Warum sage ich das hier? – Wir sollen und müssen auch innerstädtisch – und mit innerstädtisch meine ich die gewachsene Stadt – auch weiterhin günstige Wohnungen anbieten. Schauen wir uns die wahre Zahl noch einmal an! Wenn es jedes Jahr um 15 000 Menschen im Jahr mehr sind, dann sind das in 10 Jahren 150 000 Leute. Und das ist nur der Saldo!

 

De facto haben wir ungefähr eine – unter Anführungszeichen – regionale Zuwanderung von 60 000 und eine Abwanderung von 45 000 Personen. Das ist zum Beispiel interessant im Bereich der Studierenden. Weil die Situation an den Unis bei uns so schwierig ist, tun sich Maturanten und Maturantinnen, die Medizin studieren wollen und sehr gute Noten haben, den Test bei uns nicht an, sondern gehen an deutsche Universitäten, Medizin studieren. Das sind inzwischen ziemlich viele. Das ist das neue Europa!

 

Im Zusammenhang mit dem Wohnbaugedanken bedeutet das, dass 60 000 Leute kommen und hier – wenn auch nur temporär – eine Heimat finden, ebenso wie 45 000 Wienerinnen und Wiener temporär nach Deutschland, Australien, Südafrika, Bratislava oder Graz übersiedeln, und das ist ja auch wohnbaumäßig relevant.

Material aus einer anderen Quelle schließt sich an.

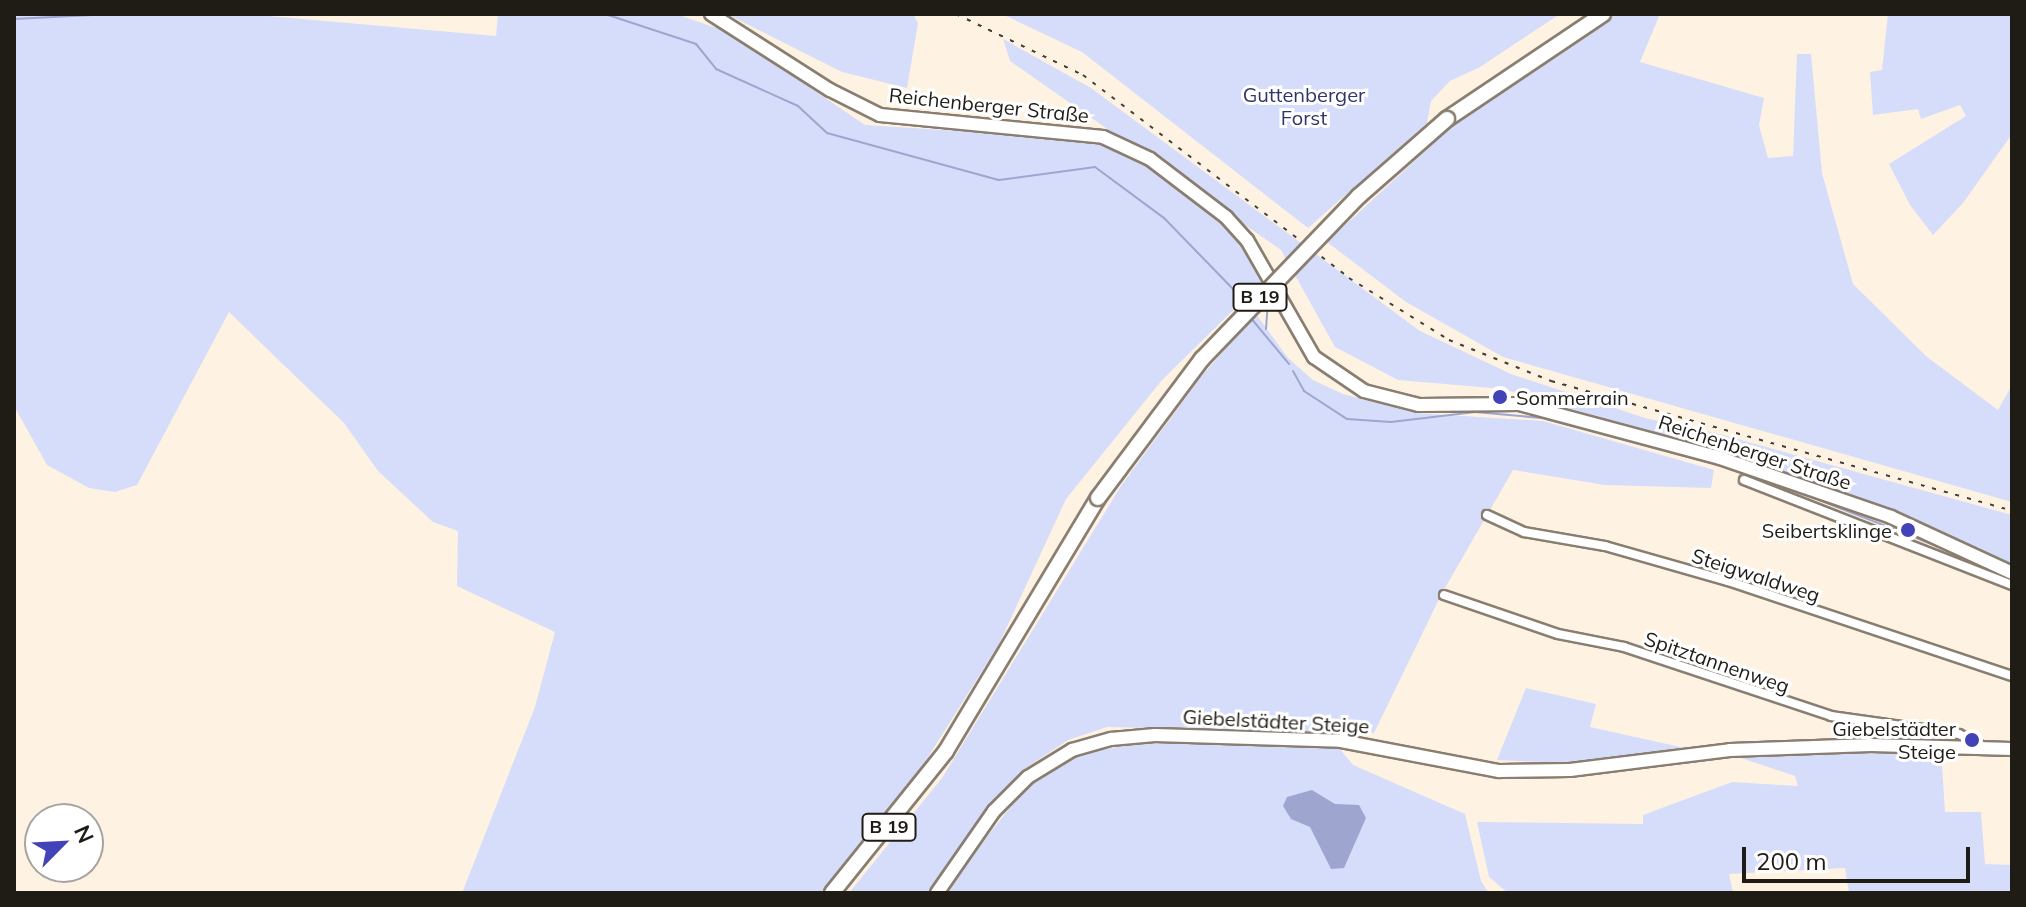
<!DOCTYPE html>
<html>
<head>
<meta charset="utf-8">
<style>
	body { margin:0 }
	#map { position:relative; width:2026px; height:907px; overflow:hidden; background:#fef2e2; font-family:Mulish,sans-serif }
	div>[style] { position:absolute }
	.green>* { inset:0; background:#d6ddfa }
	.water>* { inset:0; background:#9ea6d0 }
	.stream>* { height:2px; margin:-1px; padding:0 1px; transform-origin:1px; border-radius:1px; background:#9ea6d0 }
	.roads { filter:drop-shadow(2px 0 #897e70) drop-shadow(-2px 0 #897e70) drop-shadow(0 2px #897e70) drop-shadow(0 -2px #897e70) }
	.street>* { height:8px; margin:-4px; padding:0 4px; transform-origin:4px; border-radius:4px; background:#fff }
	.secondary>* { height:12px; margin:-6px; padding:0 6px; transform-origin:6px; border-radius:6px; background:#fff }
	.primary>* { height:14px; margin:-7px; padding:0 7px; transform-origin:7px; border-radius:7px; background:#fff }
	.rail>* { height:2px; margin-top:-1px; transform-origin:0; background:repeating-linear-gradient(90deg,#413c34 0 4px,transparent 0 12px) }
	.bridges { filter:drop-shadow(2px 0 #897e70) drop-shadow(-2px 0 #897e70) drop-shadow(0 2px #897e70) drop-shadow(0 -2px #897e70) }
	.primary-bridge>* { height:14px; margin:-7px; padding:0 7px; transform-origin:7px; border-radius:7px; background:#fff }
	.dots>* { width:22px; height:22px; translate:-50% -50%; box-sizing:border-box; border:4px solid #fff; border-radius:50% }
	span { translate:-50% -50%; white-space:nowrap; text-align:center; line-height:1.15; -webkit-text-stroke:6px #fff; paint-order:stroke }
	.shield-label span { padding:2px 6px; background:#fff; border:2px solid; border-radius:6px; -webkit-text-stroke-width:0 }
	.shield-label { font-size:18px; color:#1f1b15; font-weight:700 }
	.park-label { font-size:20px; color:#30356b }
	.street-label { font-size:20px; color:#1f1b15 }
	.poi-label { font-size:20px; color:#1f1b15 }
	.left { translate:0 -50%; text-align:left }
	.right { translate:-100% -50%; text-align:right }
	.frame { position:absolute; inset:0; border:16px solid #1f1b15; pointer-events:none }
	.north { position:absolute; left:24px; top:803px; width:80px; height:80px; box-sizing:border-box; background:#fff; border:2px solid #a5a4a1; border-radius:50%; rotate:66deg; font-size:22px; font-weight:700; line-height:32px; text-align:center; color:#1f1b15 }
	.north::after { content:''; display:block; margin:auto; width:28px; height:36px; background:#4343b9; clip-path:polygon(50% 0,100% 100%,50% 72%,0 100%) }
	.scale { position:absolute; left:1742px; top:847px; width:228px; height:36px; box-sizing:border-box; border:4px solid #1f1b15; border-top:0; padding-left:10px; font-size:24px; line-height:28px; white-space:nowrap; color:#1f1b15; -webkit-text-stroke:6px #fff; paint-order:stroke }
</style>
</head>
<body>
<div id="map">
	<div class="green">
		<i style="clip-path:polygon(14px 14px,244px 14px,496px 36px,498px 14px,676px 14px,728px 32px,865px 125px,1086px 139px,1151px 166px,1232px 230px,1264px 280px,1162px 380px,1066px 499px,999px 644px,925px 762px,821px 893px,462px 893px,535px 707px,555px 632px,457px 586px,458px 531px,433px 522px,378px 471px,344px 423px,229px 312px,137px 485px,115px 492px,89px 488px,47px 465px,14px 406px)"></i>
		<i style="clip-path:polygon(727px 14px,913px 14px,918px 23px,907px 88px,842px 72px)"></i>
		<i style="clip-path:polygon(1002px 14px,1560px 14px,1480px 67px,1450px 81px,1431px 101px,1427px 123px,1308px 228px,1082px 52px)"></i>
		<i style="clip-path:polygon(1617px 14px,1660px 14px,1640px 62px,1764px 98px,1759px 125px,1768px 158px,1793px 156px,1797px 54px,1811px 54px,1822px 173px,1853px 284px,1927px 357px,1998px 410px,2012px 385px,2012px 502px,1503px 357px,1406px 302px,1327px 242px,1448px 130px)"></i>
		<i style="clip-path:polygon(1888px 14px,2012px 14px,2012px 134px,1963px 203px,1933px 235px,1910px 205px,1889px 164px,1966px 116px,1960px 105px,1921px 119px,1918px 109px,1873px 115px,1870px 72px,1882px 70px)"></i>
		<i style="clip-path:polygon(1003px 39px,1091px 88px,1420px 331px,1511px 374px,1645px 418px,1716px 433px,2012px 515px,2012px 569px,1715px 451px,1503px 389px,1398px 380px,1335px 347px,1281px 250px,1010px 61px)"></i>
		<i style="clip-path:polygon(1256px 314px,1288px 358px,1313px 380px,1343px 394px,1416px 413px,1543px 421px,1714px 470px,1711px 488px,1605px 485px,1513px 470px,1442px 593px,1374px 733px,1107px 727px,1068px 740px,1023px 770px,990px 807px,931px 893px,849px 893px,942px 778px,1121px 486px,1200px 378px)"></i>
		<i style="clip-path:polygon(1526px 688px,1596px 704px,1590px 727px,1685px 748px,1569px 763px,1497px 760px)"></i>
		<i style="clip-path:polygon(1157px 740px,1338px 747px,1353px 765px,1465px 814px,1481px 881px,1489px 893px,943px 893px,1030px 782px,1073px 755px)"></i>
		<i style="clip-path:polygon(1941px 750px,1945px 812px,1981px 812px,1985px 864px,2012px 865px,2012px 893px,1849px 893px,1845px 868px,1729px 874px,1733px 893px,1508px 893px,1489px 877px,1477px 822px,1643px 824px,1643px 815px,1732px 782px,1798px 786px,1795px 776px,1732px 755px)"></i>
	</div>
	<div class="water">
		<i style="clip-path:polygon(1312px 790px,1335px 804px,1359px 805px,1366px 818px,1344px 868px,1331px 869px,1310px 827px,1291px 819px,1283px 806px,1287px 797px)"></i>
	</div>
	<div class="stream">
		<i style="left:605px;top:14px;width:96px;rotate:18.2deg"></i>
		<i style="left:696px;top:44px;width:32px;rotate:51deg"></i>
		<i style="left:716px;top:69px;width:90px;rotate:24.3deg"></i>
		<i style="left:798px;top:106px;width:40px;rotate:43deg"></i>
		<i style="left:827px;top:133px;width:178px;rotate:15.3deg"></i>
		<i style="left:999px;top:180px;width:97px;rotate:-7.7deg"></i>
		<i style="left:1095px;top:167px;width:86px;rotate:36.5deg"></i>
		<i style="left:1164px;top:218px;width:99px;rotate:45.8deg"></i>
		<i style="left:1233px;top:289px;width:23px;rotate:65deg"></i>
		<i style="left:14px;top:19px;width:98px;rotate:-2.9deg"></i>
		<i style="left:1250px;top:317px;width:61px;rotate:50.3deg"></i>
		<i style="left:1266px;top:329px;width:29px;rotate:-86deg"></i>
		<i style="left:1293px;top:371px;width:23px;rotate:61deg"></i>
		<i style="left:1304px;top:391px;width:51px;rotate:33.1deg"></i>
		<i style="left:1347px;top:419px;width:44px;rotate:3.9deg"></i>
		<i style="left:1391px;top:422px;width:85px;rotate:-6.8deg"></i>
		<i style="left:1475px;top:412px;width:67px;rotate:5.1deg"></i>
		<i style="left:1542px;top:418px;width:208px;rotate:15deg"></i>
		<i style="left:1783px;top:486px;width:181px;rotate:21.3deg"></i>
		<i style="left:1983px;top:566px;width:32px;rotate:26deg"></i>
	</div>
	<div class="roads">
		<div class="street">
			<i style="left:1744px;top:480px;width:288px;rotate:21.4deg"></i>
			<i style="left:1487px;top:515px;width:41px;rotate:24.7deg"></i>
			<i style="left:1524px;top:532px;width:82px;rotate:9.8deg"></i>
			<i style="left:1605px;top:546px;width:128px;rotate:15.9deg"></i>
			<i style="left:1728px;top:581px;width:299px;rotate:18.5deg"></i>
			<i style="left:1444px;top:595px;width:120px;rotate:18.9deg"></i>
			<i style="left:1558px;top:634px;width:67px;rotate:11.1deg"></i>
			<i style="left:1624px;top:647px;width:218px;rotate:18.4deg"></i>
			<i style="left:1831px;top:716px;width:129px;rotate:8deg"></i>
			<i style="left:1959px;top:734px;width:26px;rotate:28deg"></i>
		</div>
		<div class="secondary">
			<i style="left:711px;top:14px;width:141px;rotate:32.6deg"></i>
			<i style="left:830px;top:90px;width:56px;rotate:26.6deg"></i>
			<i style="left:880px;top:115px;width:224px;rotate:5.6deg"></i>
			<i style="left:1103px;top:137px;width:52px;rotate:25.1deg"></i>
			<i style="left:1150px;top:159px;width:96px;rotate:37.3deg"></i>
			<i style="left:1226px;top:217px;width:31px;rotate:48deg"></i>
			<i style="left:1247px;top:240px;width:135px;rotate:60.2deg"></i>
			<i style="left:1314px;top:357px;width:60px;rotate:34.2deg"></i>
			<i style="left:1364px;top:391px;width:57px;rotate:14.3deg"></i>
			<i style="left:1419px;top:405px;width:100px;rotate:-0.6deg"></i>
			<i style="left:1519px;top:404px;width:208px;rotate:15deg"></i>
			<i style="left:1720px;top:458px;width:181px;rotate:19deg"></i>
			<i style="left:1891px;top:517px;width:133px;rotate:24.8deg"></i>
			<i style="left:937px;top:893px;width:100px;rotate:-55.2deg"></i>
			<i style="left:994px;top:811px;width:48px;rotate:-45deg"></i>
			<i style="left:1028px;top:777px;width:52px;rotate:-31.5deg"></i>
			<i style="left:1072px;top:750px;width:41px;rotate:-15.8deg"></i>
			<i style="left:1111px;top:739px;width:44px;rotate:-5.2deg"></i>
			<i style="left:1155px;top:735px;width:186px;rotate:1.8deg"></i>
			<i style="left:1341px;top:741px;width:161px;rotate:10.8deg"></i>
			<i style="left:1499px;top:771px;width:71px;rotate:-0.8deg"></i>
			<i style="left:1570px;top:770px;width:161px;rotate:-7.1deg"></i>
			<i style="left:1730px;top:750px;width:141px;rotate:-2deg"></i>
			<i style="left:1871px;top:745px;width:141px;rotate:1.6deg"></i>
		</div>
		<div class="primary">
			<i style="left:1447px;top:119px;width:188px;rotate:-33.9deg"></i>
			<i style="left:832px;top:893px;width:182px;rotate:-51.2deg"></i>
			<i style="left:946px;top:751px;width:295px;rotate:-59deg"></i>
		</div>
	</div>
	<div class="rail">
		<i style="left:956px;top:14px;width:141px;rotate:25.7deg"></i>
		<i style="left:1083px;top:75px;width:335px;rotate:37.3deg"></i>
		<i style="left:1349px;top:278px;width:118px;rotate:31.8deg"></i>
		<i style="left:1449px;top:340px;width:110px;rotate:21.9deg"></i>
		<i style="left:1551px;top:381px;width:479px;rotate:15.7deg"></i>
	</div>
	<div class="bridges">
		<div class="primary-bridge">
			<i style="left:1098px;top:498px;width:174px;rotate:-53.2deg"></i>
			<i style="left:1202px;top:359px;width:226px;rotate:-46.1deg"></i>
			<i style="left:1359px;top:196px;width:117px;rotate:-41.2deg"></i>
		</div>
	</div>
	<div class="dots">
		<i style="left:1500px;top:397px;background:#4343b9"></i>
		<i style="left:1908px;top:530px;background:#4343b9"></i>
		<i style="left:1972px;top:740px;background:#4343b9"></i>
	</div>
	<div class="shield-label">
		<span style="left:1260px;top:297px">B 19</span>
		<span style="left:889px;top:827px">B 19</span>
	</div>
	<div class="park-label">
		<span style="left:1304px;top:106px">Guttenberger<br>Forst</span>
	</div>
	<div class="street-label">
		<span style="left:989px;top:105px;rotate:6deg">Reichenberger Straße</span>
		<span style="left:1755px;top:452px;rotate:18deg">Reichenberger Straße</span>
		<span style="left:1756px;top:575px;rotate:18deg">Steigwaldweg</span>
		<span style="left:1717px;top:662px;rotate:19deg">Spitztannenweg</span>
		<span style="left:1276px;top:721px;rotate:3deg">Giebelstädter Steige</span>
	</div>
	<div class="poi-label">
		<span class="left" style="left:1516px;top:397px">Sommerrain</span>
		<span class="right" style="left:1892px;top:530px">Seibertsklinge</span>
		<span class="right" style="left:1956px;top:740px">Giebelstädter<br>Steige</span>
	</div>
	<div class="frame"></div>
	<div class="north">N</div>
	<div class="scale">200 m</div>
</div>
</body>
</html>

Insofern sind es mehr, und insofern steht das Wohnbauressort vor einer besonders anspruchsvollen Herausforderung. Das sage ich jetzt bei der Budgetdebatte. Es ist durchaus bitter zu sagen, dass man ein besonders hohes Maß an Kürzungen akzeptieren muss. Das ist im Wohnbauressort im Zusammenhang mit der Wohnbauförderung notwenig, und da ist sehr viel Hirnschmalz erforderlich.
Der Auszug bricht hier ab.